That was the very idea that he applied to the music, when, after driving up to Chicago to introduce himself to Leonard Chess on Muddy Waters’ recommendation, he introduced himself to the world at the age of 28 by employing that same sense of ingenuity, that same sense of “politics.” Meaning, he said, “M-O-N-E-Y. What sells. What’s on the market. Now I knew the market. There had to be a market in order for you to be successful in a business. The market had to need your business, or the product of it. So I tried to sing as though they would be interested, and that would become a market.” And then, he said, you multiplied that market, and you added another market to it, and it was as if you were still traveling from neighbourhood to neighbourhood, and pretty soon you had a constituency that included nearly everybody. That was the constituency that Chuck Berry was aiming for as an artist. And that was the constituency that he ultimately reached.

We started out our interview talking about poetry, and we came back to poetry in the end. Remember, this is a man whose older brother was named for Paul Laurence Dunbar, the great African-American poet, whose “We Wear the Mask” should be required reading in all the schools. It had always tickled me the way that Chuck would end so many of his concerts with a poem. It was a poem I had never heard in any other context, though it reminded me of “Ozymandias” by Percy Bysshe Shelley, in which a traveler from “some antique land” stumbles upon the tomb of one of its ancient kings. “Look on my works, ye Mighty, and despair,” proclaim the words engraved on the faded stone at the base of the ruined monument, while “the lone and level sands stretch far away … boundless and bare.”
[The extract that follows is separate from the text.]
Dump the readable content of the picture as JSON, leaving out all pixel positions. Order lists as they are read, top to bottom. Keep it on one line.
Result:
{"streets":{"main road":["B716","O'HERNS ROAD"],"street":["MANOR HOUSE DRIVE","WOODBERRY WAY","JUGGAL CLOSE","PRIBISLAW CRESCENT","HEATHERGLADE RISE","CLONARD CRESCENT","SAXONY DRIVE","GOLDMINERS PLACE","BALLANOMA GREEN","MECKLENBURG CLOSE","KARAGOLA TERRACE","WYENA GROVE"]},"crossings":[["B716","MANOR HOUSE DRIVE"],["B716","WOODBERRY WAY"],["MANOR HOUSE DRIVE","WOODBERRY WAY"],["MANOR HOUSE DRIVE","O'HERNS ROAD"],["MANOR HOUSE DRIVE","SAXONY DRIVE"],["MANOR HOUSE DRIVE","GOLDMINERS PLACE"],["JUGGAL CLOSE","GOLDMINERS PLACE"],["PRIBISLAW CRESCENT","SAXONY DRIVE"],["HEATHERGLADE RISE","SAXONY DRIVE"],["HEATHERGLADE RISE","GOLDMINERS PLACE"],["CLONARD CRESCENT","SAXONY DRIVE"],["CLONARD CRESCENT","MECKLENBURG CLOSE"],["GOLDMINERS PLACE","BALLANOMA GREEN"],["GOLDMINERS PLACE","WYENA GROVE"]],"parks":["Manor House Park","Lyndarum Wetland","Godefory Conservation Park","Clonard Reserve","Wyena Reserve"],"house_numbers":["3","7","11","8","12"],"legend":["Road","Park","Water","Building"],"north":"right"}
The poem that Chuck recited, while nowhere near as bleak (it takes a more positive, transcendental spin), was certainly in the same philosophical ballpark. It was called “Even This Shall Pass Away,” and, as I discovered from asking him about it, it was not an original poem by Chuck Berry at all; it was in fact a poem that he had first heard his father recite (“That’s my dad,” Chuck said. “I get a little choked up when I think of him”), when he was no more than six or seven years old. The poet, I would later learn after a little research (very little – it’s all over the Internet!), was Theodore Tilton, an American poet, newspaper editor, and Abolitionist, and the poem was first published in his collection The Sexton’s Tale in 1867. With very little prompting, Chuck recited the poem, and as he did, he got more and more choked up. “My dad,” he said, “was the cause of me being in show business. He was not only in poetry but in acting a bit. He was Mordecai in the play A Dream of Queen Esther. [This was a church production by a prolific white playwright and meteorologist, Walter Ben Hare.] He was very low in speech and music, and he came out onstage, he came out to tell the king, ‘Sire, sire, someone is approaching our castle.’ And I knew his voice. I’m five years old right now. I knew his voice and I hollered out in the theatre, ‘Daddy!’ I don’t remember it, but they tell me I did. His position in the choir was bass. Mother’s was soprano and lead. That’s all there was in our house, poetry and choir rehearsal and duets and so forth; I listened to Dad and Mother discuss things about poetry and delivery and voice and diction – I don’t think anyone could know how much it really means.” Who were some of his favourite poets as a kid? I ask. Edgar Allen Poe, he said after some consideration (“I can’t think of them [all], my memory’s really bad”), and Paul Laurence Dunbar was his mother’s. On second thought, he offered, Dunbar was his favourite, too.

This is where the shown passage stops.